Write out again the entries from the first line to the line that includes "Task: Read the", keeping both of those lines.

^^^^

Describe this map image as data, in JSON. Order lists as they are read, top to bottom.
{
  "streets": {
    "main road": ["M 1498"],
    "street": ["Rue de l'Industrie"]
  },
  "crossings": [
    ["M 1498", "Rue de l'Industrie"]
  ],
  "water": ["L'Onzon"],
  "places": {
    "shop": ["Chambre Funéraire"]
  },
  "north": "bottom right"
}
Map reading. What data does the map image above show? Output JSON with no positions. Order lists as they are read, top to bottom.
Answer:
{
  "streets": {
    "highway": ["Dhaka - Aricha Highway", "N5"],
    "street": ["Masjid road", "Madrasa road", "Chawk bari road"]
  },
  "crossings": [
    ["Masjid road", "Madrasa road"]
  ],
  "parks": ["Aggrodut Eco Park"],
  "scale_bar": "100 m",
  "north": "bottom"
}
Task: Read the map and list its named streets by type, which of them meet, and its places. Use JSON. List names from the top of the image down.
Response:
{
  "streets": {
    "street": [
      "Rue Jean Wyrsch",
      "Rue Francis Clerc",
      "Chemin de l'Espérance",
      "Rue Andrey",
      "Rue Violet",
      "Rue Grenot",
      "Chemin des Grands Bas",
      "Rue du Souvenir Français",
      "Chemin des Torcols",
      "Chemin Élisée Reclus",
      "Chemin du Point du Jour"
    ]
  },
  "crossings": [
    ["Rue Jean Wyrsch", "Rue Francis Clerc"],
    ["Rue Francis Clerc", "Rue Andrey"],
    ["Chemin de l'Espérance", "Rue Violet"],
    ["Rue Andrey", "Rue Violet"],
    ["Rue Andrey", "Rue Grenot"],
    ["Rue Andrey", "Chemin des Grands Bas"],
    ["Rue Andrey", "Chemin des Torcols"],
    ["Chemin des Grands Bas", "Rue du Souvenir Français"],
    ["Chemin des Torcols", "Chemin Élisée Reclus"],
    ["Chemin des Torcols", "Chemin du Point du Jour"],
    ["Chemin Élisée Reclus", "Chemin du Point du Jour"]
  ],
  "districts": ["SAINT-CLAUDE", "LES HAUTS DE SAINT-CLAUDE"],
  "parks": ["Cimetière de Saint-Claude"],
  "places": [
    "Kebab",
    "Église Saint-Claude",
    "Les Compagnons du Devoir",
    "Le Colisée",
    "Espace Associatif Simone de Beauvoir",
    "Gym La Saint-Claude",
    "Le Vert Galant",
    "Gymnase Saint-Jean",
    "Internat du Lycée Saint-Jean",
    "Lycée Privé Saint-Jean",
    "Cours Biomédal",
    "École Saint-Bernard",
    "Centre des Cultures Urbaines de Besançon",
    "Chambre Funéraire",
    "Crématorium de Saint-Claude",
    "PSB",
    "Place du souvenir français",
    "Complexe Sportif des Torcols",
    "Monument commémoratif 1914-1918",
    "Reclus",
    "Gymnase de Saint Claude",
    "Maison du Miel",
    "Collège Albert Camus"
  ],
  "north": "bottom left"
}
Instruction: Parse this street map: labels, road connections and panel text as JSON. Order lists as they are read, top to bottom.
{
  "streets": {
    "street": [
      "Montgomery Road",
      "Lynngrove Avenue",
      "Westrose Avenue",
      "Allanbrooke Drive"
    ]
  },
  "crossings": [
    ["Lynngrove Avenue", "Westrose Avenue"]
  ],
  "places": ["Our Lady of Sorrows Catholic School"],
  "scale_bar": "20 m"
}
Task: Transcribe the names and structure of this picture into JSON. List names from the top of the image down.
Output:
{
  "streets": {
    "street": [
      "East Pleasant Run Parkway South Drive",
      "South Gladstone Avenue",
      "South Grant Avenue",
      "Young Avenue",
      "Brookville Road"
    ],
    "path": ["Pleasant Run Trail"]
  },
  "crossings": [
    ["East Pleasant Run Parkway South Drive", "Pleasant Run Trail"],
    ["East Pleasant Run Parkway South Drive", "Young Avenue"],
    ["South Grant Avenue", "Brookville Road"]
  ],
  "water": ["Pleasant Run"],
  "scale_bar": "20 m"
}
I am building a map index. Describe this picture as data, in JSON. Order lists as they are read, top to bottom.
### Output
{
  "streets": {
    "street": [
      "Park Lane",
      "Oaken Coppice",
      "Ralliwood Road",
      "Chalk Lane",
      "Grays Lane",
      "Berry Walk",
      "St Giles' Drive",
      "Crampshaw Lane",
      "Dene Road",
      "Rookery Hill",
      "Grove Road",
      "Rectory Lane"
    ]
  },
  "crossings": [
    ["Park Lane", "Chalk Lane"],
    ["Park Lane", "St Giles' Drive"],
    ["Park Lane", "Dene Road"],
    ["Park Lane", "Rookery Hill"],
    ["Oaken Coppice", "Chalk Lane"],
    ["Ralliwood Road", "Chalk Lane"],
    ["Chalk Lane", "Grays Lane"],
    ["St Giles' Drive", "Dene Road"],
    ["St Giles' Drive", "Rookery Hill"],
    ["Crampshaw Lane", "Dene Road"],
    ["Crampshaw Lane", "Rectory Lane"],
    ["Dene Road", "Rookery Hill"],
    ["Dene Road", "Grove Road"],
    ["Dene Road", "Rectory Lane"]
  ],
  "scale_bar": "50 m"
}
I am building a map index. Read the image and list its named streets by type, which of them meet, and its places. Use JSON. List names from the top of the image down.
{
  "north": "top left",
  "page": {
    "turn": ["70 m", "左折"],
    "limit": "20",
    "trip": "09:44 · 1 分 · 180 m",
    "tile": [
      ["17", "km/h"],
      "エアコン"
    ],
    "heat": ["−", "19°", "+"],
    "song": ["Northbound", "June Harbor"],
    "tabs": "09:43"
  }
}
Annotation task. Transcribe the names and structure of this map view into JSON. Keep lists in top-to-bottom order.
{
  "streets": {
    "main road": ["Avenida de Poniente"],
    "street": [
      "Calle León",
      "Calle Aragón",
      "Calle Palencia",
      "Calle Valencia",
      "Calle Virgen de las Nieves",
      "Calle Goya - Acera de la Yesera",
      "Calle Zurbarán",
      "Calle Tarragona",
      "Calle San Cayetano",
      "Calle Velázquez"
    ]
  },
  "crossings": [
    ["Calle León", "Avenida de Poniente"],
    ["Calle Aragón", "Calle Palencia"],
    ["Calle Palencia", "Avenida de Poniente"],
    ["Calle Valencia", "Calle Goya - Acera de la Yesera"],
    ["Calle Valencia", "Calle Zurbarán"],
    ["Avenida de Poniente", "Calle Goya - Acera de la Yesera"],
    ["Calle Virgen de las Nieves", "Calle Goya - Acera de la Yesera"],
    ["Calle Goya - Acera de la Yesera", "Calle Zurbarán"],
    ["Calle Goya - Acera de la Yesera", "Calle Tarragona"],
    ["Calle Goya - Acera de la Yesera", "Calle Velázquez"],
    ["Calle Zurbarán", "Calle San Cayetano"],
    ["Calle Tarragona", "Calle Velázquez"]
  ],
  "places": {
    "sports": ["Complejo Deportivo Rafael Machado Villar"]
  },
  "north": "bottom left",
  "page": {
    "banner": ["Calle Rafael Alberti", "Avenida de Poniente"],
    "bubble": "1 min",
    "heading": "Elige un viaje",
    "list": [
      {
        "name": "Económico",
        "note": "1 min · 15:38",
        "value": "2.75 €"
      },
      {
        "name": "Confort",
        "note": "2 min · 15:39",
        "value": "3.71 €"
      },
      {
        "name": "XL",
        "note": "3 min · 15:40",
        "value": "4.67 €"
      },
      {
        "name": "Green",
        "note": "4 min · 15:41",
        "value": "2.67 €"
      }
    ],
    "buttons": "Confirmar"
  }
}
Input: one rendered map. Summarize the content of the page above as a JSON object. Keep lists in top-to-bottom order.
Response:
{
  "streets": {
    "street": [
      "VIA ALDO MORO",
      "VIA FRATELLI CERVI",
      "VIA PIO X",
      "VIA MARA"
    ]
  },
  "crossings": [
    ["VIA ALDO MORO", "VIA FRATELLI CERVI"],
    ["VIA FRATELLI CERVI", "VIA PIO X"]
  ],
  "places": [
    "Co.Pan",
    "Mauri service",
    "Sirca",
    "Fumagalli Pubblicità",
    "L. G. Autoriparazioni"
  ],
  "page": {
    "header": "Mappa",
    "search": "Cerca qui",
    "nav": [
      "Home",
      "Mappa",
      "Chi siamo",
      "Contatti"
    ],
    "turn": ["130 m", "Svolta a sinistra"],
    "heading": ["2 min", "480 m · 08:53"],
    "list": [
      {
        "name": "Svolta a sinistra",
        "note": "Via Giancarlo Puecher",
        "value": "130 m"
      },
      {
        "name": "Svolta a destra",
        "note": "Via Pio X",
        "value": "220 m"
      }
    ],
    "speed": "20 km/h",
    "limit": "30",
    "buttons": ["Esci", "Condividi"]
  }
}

^^^^

● **Task response**
Describe this map image as data, in JSON. Order lists as they are read, top to bottom.
{
  "streets": {
    "main road": ["M 1498"],
    "street": ["Rue de l'Industrie"]
  },
  "crossings": [
    ["M 1498", "Rue de l'Industrie"]
  ],
  "water": ["L'Onzon"],
  "places": {
    "shop": ["Chambre Funéraire"]
  },
  "north": "bottom right"
}
Map reading. What data does the map image above show? Output JSON with no positions. Order lists as they are read, top to bottom.
Answer:
{
  "streets": {
    "highway": ["Dhaka - Aricha Highway", "N5"],
    "street": ["Masjid road", "Madrasa road", "Chawk bari road"]
  },
  "crossings": [
    ["Masjid road", "Madrasa road"]
  ],
  "parks": ["Aggrodut Eco Park"],
  "scale_bar": "100 m",
  "north": "bottom"
}
Task: Read the map and list its named streets by type, which of them meet, and its places. Use JSON. List names from the top of the image down.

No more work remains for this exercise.